§ What the exercise asks: Scan the material below and copy every line holding the word "canvas".
Entries provided section start
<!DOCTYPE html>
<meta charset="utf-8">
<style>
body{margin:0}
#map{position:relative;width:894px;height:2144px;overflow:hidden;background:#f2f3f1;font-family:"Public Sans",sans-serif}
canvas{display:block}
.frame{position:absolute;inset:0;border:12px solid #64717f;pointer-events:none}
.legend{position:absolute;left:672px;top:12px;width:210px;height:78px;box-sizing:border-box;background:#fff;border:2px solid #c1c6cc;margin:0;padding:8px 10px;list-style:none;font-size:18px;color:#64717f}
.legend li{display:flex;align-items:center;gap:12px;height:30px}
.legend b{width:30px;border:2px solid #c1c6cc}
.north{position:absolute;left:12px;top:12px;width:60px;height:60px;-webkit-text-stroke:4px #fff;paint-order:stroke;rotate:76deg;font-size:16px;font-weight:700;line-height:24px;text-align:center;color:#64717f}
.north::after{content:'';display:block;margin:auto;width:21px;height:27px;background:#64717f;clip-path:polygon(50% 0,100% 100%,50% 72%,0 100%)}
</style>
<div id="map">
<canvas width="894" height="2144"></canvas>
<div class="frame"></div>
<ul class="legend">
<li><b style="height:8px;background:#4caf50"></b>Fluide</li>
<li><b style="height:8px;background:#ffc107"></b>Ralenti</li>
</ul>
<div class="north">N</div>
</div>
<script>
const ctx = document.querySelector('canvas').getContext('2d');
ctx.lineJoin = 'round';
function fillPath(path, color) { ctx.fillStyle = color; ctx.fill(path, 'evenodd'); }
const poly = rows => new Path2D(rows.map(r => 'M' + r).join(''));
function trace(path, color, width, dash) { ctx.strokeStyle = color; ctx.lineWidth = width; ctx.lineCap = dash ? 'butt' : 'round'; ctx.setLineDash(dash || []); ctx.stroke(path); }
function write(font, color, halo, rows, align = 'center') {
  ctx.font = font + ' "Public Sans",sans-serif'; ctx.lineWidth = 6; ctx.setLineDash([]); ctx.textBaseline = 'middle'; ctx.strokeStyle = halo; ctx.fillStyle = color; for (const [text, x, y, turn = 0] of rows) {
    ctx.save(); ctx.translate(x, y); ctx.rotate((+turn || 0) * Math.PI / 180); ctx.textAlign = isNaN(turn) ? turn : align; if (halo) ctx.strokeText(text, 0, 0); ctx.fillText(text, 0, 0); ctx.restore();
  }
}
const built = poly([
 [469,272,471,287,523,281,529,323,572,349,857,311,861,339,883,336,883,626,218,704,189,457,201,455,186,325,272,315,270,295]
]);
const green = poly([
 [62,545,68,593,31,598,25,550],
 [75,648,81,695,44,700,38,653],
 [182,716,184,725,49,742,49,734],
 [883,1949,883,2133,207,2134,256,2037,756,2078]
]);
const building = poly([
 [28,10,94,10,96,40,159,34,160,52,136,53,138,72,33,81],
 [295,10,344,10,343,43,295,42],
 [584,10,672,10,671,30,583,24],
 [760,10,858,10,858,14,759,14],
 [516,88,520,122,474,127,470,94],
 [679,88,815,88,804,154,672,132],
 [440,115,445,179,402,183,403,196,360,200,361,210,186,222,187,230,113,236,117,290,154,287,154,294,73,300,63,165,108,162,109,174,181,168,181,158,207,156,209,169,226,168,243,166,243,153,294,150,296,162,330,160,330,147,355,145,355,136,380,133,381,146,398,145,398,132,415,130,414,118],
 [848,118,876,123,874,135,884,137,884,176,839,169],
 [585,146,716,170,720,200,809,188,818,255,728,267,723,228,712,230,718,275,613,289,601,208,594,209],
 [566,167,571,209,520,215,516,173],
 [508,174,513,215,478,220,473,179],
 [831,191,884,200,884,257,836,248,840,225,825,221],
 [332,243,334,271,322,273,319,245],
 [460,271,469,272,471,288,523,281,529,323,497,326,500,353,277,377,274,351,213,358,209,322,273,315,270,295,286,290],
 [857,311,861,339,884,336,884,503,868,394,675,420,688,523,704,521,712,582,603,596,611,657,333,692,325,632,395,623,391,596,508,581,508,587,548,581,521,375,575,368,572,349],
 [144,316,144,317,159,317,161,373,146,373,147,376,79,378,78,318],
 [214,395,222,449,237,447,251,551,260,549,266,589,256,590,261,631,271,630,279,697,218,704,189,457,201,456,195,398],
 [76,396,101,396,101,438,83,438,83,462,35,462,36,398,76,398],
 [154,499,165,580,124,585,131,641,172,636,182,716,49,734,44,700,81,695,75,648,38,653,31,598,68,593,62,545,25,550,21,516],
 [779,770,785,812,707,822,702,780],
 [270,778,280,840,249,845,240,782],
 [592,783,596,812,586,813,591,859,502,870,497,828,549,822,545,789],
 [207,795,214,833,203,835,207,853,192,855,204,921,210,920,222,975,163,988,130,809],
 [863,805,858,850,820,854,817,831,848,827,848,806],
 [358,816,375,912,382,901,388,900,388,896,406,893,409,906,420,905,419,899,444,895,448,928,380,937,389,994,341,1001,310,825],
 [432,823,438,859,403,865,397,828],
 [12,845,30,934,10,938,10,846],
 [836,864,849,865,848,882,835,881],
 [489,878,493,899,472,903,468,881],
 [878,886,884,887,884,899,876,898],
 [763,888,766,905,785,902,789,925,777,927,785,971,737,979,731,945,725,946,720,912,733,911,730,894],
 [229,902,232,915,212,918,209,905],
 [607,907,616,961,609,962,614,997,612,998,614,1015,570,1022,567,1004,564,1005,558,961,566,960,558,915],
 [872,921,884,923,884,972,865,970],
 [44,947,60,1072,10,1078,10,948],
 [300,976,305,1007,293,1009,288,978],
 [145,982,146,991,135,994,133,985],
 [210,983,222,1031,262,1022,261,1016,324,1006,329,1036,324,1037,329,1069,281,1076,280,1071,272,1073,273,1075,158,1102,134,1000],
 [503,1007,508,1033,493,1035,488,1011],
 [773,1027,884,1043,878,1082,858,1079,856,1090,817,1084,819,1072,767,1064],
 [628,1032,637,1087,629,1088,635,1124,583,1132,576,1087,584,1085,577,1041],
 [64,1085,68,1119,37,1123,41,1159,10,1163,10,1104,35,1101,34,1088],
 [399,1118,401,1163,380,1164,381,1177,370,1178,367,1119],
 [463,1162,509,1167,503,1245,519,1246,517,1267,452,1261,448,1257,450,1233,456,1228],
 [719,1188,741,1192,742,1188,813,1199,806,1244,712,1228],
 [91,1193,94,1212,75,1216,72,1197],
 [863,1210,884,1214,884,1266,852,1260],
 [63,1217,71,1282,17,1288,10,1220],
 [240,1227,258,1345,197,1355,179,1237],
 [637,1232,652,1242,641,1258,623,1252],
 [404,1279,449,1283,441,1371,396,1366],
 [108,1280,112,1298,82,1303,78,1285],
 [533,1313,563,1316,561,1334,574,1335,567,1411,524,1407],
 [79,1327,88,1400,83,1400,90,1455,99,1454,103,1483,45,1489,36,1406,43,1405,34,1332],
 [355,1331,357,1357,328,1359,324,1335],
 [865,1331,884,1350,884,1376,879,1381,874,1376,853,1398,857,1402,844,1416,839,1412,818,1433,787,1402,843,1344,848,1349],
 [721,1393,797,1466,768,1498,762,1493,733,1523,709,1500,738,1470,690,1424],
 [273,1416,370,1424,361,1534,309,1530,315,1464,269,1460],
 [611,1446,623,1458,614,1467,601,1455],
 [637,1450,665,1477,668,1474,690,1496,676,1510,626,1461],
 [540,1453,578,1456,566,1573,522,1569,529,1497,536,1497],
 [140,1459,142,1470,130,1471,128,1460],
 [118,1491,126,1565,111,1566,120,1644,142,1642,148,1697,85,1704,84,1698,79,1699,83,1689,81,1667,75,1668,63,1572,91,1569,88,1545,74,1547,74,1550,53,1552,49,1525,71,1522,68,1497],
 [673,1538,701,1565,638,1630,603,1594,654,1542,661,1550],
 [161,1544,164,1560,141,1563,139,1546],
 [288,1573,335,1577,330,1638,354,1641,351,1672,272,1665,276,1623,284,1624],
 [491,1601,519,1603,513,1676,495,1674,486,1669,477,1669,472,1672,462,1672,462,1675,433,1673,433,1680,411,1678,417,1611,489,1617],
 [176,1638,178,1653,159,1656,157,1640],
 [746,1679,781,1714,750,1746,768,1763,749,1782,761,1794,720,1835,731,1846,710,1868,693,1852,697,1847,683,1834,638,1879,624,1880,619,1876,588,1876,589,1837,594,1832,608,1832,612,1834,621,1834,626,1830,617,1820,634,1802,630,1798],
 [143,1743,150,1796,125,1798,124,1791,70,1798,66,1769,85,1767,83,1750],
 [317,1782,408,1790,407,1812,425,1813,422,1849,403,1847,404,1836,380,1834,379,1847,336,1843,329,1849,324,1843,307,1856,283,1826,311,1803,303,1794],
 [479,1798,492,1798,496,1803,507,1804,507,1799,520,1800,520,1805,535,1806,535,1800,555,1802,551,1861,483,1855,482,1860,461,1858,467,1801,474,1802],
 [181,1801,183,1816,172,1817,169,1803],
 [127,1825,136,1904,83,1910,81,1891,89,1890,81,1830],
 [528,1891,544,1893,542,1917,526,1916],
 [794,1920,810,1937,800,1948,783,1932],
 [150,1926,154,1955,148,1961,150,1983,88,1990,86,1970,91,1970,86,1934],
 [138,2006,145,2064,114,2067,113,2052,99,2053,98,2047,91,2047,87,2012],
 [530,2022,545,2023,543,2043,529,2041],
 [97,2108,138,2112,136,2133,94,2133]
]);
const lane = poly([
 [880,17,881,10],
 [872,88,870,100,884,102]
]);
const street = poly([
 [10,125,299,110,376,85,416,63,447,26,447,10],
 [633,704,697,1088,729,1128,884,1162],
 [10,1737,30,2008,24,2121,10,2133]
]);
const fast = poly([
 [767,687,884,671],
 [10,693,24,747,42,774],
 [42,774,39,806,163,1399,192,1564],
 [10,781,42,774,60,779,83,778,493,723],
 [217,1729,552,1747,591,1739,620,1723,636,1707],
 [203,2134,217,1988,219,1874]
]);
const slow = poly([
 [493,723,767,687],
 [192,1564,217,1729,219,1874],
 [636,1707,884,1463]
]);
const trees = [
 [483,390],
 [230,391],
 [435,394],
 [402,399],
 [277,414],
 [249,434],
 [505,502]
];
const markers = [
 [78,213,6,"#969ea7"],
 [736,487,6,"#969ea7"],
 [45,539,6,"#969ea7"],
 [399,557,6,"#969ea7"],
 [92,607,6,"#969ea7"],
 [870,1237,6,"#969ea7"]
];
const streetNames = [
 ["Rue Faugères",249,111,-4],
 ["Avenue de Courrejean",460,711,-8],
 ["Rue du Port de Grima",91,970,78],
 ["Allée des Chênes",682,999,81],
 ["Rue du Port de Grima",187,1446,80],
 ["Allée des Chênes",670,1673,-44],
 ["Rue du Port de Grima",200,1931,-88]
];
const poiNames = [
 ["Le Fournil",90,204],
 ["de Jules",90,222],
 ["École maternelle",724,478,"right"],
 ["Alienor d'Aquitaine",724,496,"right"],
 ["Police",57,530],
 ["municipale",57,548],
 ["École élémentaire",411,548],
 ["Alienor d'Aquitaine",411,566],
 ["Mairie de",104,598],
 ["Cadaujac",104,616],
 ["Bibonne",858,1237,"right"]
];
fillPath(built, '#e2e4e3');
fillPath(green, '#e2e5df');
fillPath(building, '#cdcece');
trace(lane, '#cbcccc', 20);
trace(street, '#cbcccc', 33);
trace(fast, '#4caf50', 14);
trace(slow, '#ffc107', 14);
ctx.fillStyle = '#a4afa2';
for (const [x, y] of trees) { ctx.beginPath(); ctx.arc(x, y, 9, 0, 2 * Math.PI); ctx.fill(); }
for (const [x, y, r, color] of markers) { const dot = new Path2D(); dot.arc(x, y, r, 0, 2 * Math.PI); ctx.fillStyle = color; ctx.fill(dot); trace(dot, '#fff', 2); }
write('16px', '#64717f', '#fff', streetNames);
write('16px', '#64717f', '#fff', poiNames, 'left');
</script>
Entries provided section end
§ Solved problem:
canvas{display:block}
<canvas width="894" height="2144"></canvas>
const ctx = document.querySelector('canvas').getContext('2d');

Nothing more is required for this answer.